L’univers des petites et moyennes capitalisations boursières (SMID) se trouve à la croisée des chemins. Malgré la sous-performance persistante face aux géants boursiers, amplifiée par la hausse des taux, des signaux macroéconomiques et des décotes historiques annoncent un potentiel de rebond substantiel. La trajectoire du segment SMID reste toutefois étroitement dépendante du scénario économique à venir.
Depuis plusieurs années, les SMID sous-performent les grandes capitalisations. Cette divergence s’explique par la sensibilité accrue des PME au coût du capital. Plus dépendantes du crédit bancaire et à la dette à taux variable que les Large Caps, elles ont été directement pénalisées par la hausse rapide des taux, qui a pesé tant sur leurs marges que leurs valorisations.
Cette pression a créé une décote de valorisation historique. En Zone euro, par exemple, les Small Caps se traitent actuellement avec une décote par rapport aux Large Caps, alors qu’elles bénéficiaient historiquement d’une prime sur les 20 dernières années. Aux Etats-Unis, l’indice Russell 2000 est également considéré comme une aubaine sur des ratios tels que le Price-to-Book, nettement inférieur à sa moyenne historique et à celui du S&P 500.

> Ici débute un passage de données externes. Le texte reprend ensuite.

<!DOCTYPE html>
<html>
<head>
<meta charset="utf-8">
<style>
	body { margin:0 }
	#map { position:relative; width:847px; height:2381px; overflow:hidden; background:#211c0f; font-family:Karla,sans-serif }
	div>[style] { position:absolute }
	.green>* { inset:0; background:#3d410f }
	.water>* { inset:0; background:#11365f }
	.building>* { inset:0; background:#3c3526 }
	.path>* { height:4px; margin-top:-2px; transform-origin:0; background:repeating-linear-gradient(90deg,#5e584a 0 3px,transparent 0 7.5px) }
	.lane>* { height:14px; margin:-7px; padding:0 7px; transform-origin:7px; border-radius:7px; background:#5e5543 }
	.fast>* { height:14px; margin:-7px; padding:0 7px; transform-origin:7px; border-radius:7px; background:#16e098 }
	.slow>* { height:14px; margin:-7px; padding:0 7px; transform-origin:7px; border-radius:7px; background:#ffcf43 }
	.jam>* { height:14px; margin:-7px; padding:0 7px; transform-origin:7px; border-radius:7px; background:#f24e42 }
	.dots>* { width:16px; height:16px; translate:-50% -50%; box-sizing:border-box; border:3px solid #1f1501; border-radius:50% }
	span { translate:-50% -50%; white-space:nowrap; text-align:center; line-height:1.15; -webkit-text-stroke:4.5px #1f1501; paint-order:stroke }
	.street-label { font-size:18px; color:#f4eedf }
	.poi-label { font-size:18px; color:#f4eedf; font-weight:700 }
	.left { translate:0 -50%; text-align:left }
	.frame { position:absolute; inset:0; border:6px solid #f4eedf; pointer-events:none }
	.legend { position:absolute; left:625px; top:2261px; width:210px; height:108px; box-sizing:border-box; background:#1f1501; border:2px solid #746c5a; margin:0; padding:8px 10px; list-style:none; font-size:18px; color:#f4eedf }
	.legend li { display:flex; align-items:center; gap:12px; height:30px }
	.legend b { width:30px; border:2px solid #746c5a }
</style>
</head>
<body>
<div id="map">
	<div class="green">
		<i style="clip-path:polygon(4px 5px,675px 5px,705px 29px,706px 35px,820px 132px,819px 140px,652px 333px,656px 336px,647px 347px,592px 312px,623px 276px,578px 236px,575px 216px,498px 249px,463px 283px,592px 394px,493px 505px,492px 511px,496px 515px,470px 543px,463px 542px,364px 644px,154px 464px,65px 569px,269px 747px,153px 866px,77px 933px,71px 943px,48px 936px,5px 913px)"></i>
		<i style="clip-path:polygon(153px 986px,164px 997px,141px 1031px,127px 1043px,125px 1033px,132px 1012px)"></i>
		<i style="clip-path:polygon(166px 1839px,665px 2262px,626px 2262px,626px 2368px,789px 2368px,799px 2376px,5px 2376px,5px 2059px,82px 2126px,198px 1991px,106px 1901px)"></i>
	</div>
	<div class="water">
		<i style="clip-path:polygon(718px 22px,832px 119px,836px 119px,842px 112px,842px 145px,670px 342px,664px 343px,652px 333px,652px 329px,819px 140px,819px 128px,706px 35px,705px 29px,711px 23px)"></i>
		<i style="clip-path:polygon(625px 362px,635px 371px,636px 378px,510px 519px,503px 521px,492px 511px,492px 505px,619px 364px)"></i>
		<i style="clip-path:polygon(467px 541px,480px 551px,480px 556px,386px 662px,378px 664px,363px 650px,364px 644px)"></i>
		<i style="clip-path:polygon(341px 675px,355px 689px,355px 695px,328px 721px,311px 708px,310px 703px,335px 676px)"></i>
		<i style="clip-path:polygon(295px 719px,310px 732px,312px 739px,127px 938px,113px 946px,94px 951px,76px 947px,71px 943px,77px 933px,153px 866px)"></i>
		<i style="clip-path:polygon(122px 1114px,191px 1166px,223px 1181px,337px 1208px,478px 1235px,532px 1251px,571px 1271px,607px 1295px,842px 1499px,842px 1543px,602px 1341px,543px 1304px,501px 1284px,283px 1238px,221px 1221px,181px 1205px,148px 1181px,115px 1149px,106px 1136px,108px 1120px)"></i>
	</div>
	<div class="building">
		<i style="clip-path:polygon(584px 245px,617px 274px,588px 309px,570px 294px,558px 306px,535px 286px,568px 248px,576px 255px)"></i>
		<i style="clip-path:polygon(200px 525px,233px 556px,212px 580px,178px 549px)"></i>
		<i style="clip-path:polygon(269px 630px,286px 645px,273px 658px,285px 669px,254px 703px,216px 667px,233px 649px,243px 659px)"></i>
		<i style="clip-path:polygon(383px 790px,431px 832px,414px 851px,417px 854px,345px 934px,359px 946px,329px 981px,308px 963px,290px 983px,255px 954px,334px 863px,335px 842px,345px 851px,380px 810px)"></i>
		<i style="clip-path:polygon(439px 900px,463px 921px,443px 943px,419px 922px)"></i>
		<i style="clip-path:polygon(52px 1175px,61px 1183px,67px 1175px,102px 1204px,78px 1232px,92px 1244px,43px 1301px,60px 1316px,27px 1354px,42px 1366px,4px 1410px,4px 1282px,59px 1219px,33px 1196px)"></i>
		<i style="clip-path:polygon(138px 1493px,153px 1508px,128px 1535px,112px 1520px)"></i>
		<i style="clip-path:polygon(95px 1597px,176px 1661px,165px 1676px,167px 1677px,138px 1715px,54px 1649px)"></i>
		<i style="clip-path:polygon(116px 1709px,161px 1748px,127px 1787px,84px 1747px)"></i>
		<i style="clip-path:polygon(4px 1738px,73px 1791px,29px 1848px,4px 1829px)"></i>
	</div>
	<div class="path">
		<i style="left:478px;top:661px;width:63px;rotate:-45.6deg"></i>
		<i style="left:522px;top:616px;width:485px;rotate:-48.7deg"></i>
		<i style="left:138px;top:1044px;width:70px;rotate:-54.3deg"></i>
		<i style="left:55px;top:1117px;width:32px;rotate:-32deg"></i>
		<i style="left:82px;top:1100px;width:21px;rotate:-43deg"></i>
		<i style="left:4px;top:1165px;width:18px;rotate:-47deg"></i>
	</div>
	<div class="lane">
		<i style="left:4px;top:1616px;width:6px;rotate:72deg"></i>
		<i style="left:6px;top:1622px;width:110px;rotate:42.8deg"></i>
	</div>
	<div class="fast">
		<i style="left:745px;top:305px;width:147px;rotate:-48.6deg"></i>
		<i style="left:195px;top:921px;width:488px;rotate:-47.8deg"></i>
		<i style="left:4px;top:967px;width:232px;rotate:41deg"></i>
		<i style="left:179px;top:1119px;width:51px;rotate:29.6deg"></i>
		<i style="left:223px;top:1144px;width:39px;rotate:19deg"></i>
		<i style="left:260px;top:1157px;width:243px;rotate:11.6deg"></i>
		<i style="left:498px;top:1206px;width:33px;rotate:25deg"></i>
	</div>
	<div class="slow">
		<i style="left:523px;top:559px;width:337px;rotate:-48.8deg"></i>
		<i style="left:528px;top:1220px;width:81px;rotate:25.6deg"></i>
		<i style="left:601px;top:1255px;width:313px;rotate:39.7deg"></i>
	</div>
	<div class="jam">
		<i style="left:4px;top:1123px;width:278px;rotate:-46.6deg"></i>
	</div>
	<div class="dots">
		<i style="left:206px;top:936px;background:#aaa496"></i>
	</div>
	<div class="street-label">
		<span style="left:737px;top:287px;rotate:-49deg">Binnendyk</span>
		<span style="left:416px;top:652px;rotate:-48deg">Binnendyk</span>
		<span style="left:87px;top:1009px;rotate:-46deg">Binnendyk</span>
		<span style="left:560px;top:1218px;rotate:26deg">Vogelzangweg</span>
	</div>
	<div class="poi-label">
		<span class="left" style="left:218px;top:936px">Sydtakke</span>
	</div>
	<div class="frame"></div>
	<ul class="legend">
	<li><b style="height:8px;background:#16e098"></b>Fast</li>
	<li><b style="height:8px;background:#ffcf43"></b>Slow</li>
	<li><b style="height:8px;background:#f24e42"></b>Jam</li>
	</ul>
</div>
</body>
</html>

L’asymétrie est donc claire: une désinflation crédible et l’amorce des baisses de taux engendreraient un effet de levier conséquent sur le rendement des SMID. Historiquement, les rendements des Small Caps sont souvent surdimensionnés dans les 12 à 24 mois suivant la fin d’un cycle de hausse des taux.
L’analyse des flux confirme la prudence des investisseurs, ce qui renforce le potentiel de rattrapage. Aux Etats-Unis, les ETF Large Caps continuent de capter des dizaines de milliards de dollars, tandis que les ETF Small Caps US ont connu des sorties nettes persistantes (environ 16 milliards de dollars en 2025 selon les données disponibles).
Cette divergence est révélatrice. Le segment SMID est sous-détenu et largement délaissé. Or, historiquement, ce type de configuration crée un terrain favorable à un rebond marqué dès que la visibilité monétaire s’améliore et que les flux se réorientent. Au-delà du cycle monétaire, plusieurs facteurs structurels plaident en faveur d’une surperformance durable des SMID. Plus orientées vers l’économie locale et surpondérées dans les secteurs cycliques tels que l’industrie ou les matériaux, les PME sont les premières bénéficiaires de la reprise de l’investissement (capex) et des tendances de near-shoring. Ce phénomène est un puissant moteur de croissance pour les PME industrielles nord-américaines et celles des pays émergents, notamment le Mexique et l’Inde, bénéficiant de la relocalisation des chaînes de production.
La baisse du coût du capital rouvrira les fenêtres d’introduction en bourse (IPO) et stimulera les fusions et acquisitions. Les Big Pharma, par exemple, disposent de trésoreries massives et ciblent les PME Biotechs sous-valorisées, créant ainsi une source d’alpha rapide.
Enfin, l’inefficacité informationnelle depuis l’implémentation des réglementations MiFID en Europe et la dispersion des performances exigent une gestion active pour éviter les «sociétés zombies» et sélectionner les gagnants aux bilans solides.
Le scénario noir d’un Hard Landing dû à des taux durablement élevés reste le risque principal. Les bilans plus fragiles des PME les rendraient vulnérables à une vague de défauts, inversant le sentiment et prolongeant la sous-performance.
Toutefois, la décote actuelle suggère que le marché a déjà largement intégré ce risque. Les SMID représentent l’innovation, le levier opérationnel et la flexibilité que les grandes capitalisations offrent de moins en moins.
Le potentiel du segment repose sur la baisse continue des taux, qui catalysera le rebond cyclique, les fusions et acquisitions et les IPO. Cependant, l’alpha futur sera avant tout sélectif et sectoriel. Il faut cibler en priorité les PME positionnées sur les super-cycles (Défense, Biotech) et les thématiques géopolitiques telles que le near-shoring.
N’oublions pas les pays périphériques européens et les marchés émergents, dont les Small Caps, souvent à décote, sont les principaux bénéficiaires des flux de relocalisation et des politiques monétaires assouplies. Dans ces régions, c’est l’agilité des PME qui pourrait faire la différence et conditionner la surperformance à venir.